[darcs-users] hashed-storage and darcs-diff

Wed Feb 11 00:00:28 UTC 2009

Hello fellow hackers!

I have worked a little more on hashed-storage again in last few days. It now
manages the index "semi-automatically". What this means is that it will keep
the hashed index up to date with any file changes whenever needed. It however
won't be able to notice that files were added or removed from version control,
since to efficiently implement this, it would need help from darcs.

I will probably wrap this up in a standalone program and try to distribute it
to a wider community to collect benchmark results. It doesn't make sense to
pursue this if it doesn't make things faster for real world use. Ideally, I'd
try to get Simon wrt http://bugs.darcs.net/issue1202 try it out in his setting,
it would be interesting to know if it helps there.

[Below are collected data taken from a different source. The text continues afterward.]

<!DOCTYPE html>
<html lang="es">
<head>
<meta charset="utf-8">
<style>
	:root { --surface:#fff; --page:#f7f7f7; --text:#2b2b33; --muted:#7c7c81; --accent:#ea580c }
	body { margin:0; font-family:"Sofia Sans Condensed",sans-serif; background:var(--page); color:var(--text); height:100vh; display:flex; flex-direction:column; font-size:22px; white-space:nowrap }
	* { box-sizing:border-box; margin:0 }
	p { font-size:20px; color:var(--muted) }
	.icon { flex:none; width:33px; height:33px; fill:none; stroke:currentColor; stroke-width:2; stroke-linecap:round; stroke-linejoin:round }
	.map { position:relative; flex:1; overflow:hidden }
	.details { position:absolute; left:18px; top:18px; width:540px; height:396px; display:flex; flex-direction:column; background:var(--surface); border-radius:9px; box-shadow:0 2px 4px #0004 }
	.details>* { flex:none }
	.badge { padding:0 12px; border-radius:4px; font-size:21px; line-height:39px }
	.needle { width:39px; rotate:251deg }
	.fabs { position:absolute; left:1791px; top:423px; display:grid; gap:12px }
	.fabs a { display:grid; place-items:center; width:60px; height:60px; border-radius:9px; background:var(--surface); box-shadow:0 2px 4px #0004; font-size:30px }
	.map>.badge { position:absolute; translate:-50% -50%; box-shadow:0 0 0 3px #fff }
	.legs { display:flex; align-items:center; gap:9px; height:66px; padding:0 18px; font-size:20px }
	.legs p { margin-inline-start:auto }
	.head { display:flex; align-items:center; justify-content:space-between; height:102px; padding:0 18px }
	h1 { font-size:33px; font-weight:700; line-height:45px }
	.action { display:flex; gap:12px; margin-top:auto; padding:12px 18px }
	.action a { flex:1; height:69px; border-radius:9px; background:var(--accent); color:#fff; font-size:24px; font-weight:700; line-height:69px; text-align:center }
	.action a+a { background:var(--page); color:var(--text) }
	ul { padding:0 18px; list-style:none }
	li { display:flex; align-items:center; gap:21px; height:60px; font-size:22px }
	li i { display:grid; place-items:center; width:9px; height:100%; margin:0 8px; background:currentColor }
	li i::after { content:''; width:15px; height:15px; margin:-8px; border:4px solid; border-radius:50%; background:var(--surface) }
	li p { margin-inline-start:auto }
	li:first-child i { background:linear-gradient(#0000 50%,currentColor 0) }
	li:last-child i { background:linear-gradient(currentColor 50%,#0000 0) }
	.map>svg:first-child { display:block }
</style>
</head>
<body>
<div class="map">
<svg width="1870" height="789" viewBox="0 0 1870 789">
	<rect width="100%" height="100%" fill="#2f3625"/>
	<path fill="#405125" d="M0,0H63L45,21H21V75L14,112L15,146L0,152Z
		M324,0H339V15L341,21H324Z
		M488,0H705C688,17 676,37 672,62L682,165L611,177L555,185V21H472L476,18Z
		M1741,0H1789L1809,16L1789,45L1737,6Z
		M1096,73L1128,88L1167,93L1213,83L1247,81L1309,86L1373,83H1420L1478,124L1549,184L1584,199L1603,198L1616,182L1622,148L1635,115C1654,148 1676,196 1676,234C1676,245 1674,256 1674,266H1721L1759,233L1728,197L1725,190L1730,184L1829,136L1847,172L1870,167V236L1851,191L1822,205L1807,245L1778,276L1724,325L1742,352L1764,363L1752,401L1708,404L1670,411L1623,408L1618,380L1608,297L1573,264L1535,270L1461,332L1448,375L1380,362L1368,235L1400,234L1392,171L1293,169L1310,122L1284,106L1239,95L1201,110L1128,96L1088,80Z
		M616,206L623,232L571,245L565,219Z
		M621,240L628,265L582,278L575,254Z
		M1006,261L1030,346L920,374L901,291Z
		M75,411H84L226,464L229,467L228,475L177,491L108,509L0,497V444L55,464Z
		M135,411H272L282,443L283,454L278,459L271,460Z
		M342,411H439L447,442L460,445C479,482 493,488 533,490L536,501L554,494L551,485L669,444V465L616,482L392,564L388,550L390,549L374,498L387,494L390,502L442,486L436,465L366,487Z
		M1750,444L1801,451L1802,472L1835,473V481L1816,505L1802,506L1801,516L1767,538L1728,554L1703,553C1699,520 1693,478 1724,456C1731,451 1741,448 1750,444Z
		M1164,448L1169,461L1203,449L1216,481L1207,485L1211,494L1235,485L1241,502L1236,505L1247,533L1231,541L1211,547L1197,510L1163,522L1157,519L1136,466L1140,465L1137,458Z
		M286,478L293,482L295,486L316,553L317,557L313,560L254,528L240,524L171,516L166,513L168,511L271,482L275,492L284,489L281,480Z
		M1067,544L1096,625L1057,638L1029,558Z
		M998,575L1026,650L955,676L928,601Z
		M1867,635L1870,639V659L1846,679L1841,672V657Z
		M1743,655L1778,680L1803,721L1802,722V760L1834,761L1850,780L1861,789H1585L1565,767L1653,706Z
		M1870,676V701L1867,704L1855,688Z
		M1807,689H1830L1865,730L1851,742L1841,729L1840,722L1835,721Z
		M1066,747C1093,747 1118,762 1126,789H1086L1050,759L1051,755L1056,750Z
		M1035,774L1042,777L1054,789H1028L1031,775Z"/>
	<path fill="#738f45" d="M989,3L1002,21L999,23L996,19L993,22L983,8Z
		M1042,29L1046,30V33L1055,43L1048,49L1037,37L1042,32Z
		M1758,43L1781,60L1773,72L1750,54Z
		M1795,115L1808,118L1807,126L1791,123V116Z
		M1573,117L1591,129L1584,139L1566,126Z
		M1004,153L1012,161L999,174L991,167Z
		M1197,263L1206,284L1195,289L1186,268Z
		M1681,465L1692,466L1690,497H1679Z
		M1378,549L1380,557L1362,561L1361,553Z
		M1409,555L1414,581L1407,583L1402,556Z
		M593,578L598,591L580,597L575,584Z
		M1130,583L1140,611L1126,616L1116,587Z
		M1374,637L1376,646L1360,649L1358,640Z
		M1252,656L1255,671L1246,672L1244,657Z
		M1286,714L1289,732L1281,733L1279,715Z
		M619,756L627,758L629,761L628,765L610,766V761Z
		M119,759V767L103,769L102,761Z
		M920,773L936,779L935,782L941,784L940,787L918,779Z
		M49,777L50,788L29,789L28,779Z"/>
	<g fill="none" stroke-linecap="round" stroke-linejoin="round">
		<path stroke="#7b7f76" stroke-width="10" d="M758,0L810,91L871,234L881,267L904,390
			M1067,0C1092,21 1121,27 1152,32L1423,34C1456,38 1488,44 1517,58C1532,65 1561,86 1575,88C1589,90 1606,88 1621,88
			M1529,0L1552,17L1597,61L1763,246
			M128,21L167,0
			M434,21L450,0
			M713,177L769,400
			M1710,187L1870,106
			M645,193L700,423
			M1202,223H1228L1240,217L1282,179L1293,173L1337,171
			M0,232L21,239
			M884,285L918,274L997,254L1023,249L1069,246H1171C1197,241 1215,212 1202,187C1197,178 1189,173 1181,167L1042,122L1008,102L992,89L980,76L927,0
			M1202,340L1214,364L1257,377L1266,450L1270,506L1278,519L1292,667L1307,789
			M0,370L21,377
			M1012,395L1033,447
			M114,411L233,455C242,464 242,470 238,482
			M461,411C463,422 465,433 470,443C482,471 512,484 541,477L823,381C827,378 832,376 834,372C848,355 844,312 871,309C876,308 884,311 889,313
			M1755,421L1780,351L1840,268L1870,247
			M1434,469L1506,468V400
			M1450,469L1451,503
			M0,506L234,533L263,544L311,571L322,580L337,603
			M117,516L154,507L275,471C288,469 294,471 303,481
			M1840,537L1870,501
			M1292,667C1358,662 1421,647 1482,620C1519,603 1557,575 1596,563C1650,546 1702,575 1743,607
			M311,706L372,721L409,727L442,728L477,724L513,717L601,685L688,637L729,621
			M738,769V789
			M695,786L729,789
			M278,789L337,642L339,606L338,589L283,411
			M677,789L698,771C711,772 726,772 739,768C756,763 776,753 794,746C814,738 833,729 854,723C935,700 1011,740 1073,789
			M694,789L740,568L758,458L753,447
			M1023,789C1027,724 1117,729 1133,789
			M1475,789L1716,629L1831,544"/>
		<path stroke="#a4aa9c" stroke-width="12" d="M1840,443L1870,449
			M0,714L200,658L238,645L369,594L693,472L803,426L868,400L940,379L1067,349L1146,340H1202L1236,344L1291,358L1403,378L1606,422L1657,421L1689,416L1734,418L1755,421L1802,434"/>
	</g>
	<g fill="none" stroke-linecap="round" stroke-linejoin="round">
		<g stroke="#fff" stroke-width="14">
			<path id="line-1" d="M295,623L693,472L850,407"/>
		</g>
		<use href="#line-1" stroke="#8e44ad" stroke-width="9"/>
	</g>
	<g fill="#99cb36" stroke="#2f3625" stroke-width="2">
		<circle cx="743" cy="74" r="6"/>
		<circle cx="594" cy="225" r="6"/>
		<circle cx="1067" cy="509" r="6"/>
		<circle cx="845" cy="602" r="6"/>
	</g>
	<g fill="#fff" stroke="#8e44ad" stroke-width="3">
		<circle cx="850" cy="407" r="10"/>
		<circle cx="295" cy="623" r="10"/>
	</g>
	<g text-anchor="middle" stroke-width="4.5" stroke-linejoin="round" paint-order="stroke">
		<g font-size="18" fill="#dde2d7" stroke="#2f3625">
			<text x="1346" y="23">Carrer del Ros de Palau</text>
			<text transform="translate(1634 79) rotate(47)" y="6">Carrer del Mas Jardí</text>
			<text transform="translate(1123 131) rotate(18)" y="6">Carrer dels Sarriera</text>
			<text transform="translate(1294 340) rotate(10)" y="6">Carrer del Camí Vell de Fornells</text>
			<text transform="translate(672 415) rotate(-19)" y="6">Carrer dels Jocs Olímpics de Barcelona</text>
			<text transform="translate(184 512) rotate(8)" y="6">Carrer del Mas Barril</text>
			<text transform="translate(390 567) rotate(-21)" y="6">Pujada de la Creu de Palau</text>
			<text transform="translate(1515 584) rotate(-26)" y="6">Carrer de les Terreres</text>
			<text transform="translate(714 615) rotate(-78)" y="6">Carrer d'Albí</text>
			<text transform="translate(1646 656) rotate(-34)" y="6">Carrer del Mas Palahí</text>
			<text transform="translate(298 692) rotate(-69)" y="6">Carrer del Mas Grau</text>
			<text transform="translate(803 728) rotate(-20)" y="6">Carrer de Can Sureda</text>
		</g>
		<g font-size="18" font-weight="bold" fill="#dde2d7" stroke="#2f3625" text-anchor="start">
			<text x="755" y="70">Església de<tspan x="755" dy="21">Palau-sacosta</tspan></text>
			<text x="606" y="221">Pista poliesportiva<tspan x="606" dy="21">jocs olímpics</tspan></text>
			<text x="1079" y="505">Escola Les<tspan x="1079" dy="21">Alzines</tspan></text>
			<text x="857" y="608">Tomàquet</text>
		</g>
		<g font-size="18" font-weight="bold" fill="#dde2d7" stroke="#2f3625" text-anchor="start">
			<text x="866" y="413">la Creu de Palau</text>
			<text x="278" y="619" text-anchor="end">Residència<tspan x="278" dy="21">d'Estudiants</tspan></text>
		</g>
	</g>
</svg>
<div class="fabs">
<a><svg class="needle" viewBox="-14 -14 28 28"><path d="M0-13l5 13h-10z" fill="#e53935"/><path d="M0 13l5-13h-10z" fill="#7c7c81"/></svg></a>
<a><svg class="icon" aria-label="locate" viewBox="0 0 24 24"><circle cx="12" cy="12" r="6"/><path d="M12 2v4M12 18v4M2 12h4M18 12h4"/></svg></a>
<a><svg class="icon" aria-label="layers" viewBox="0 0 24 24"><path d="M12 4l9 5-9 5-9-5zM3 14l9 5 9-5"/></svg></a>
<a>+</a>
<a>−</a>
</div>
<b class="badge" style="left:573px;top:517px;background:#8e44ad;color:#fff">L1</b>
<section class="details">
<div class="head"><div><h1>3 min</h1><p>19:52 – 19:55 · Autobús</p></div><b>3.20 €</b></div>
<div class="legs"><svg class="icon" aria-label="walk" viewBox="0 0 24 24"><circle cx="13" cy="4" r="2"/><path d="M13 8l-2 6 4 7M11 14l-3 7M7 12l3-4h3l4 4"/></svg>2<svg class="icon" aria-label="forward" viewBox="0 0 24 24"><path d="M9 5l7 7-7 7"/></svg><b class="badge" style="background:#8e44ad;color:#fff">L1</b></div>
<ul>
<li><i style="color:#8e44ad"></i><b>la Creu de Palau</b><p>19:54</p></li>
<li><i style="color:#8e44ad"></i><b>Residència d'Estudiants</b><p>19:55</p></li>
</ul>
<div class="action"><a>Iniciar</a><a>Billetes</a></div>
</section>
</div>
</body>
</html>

In other news, I have started adding unit tests, so the repository now has a
few checks in it. It also checks against darcs, so we can check that it behaves
the same as current darcs on the file access level. I don't expect that the
code would introduce correctness bugs into darcs -- the implementation is more
of a performance issue than correctness. The code is fairly simple and is
generally straightforward with little variation in different runs. I'll look
into adding more cases of course, and probably also some test data, so I can
experiment with working copies and such.

In yet other news, I have also done some bigger benchmark, this time on a
repository with 80k files. Extending my pre-existing 40k repository with new
40k files, 2000 files per patch, took about half an hour with darcs (probably
on order of minutes with git). Most of this time has been apparently spent in
code dealing with pristine (again). Anyway, the current status is that
darcs-diff is about 10 times faster than darcs whatsnew and within 70 % slower
than git diff. I don't think there's much leeway here, since almost all the
extra time darcs-diff uses (compared to git diff), as far as I can tell, is in
Data.Binary. We would have to somehow use the mmap'd index files directly to
cut down this cost, instead of building a haskell data structure out of it (a
list of tuples) with Data.Binary.

I could try to implement a Storable interface instead, which should eliminate
at least part of that cost, although it's not very high priority just
now. Also, the code is confined to a single module, currently worth 170 lines.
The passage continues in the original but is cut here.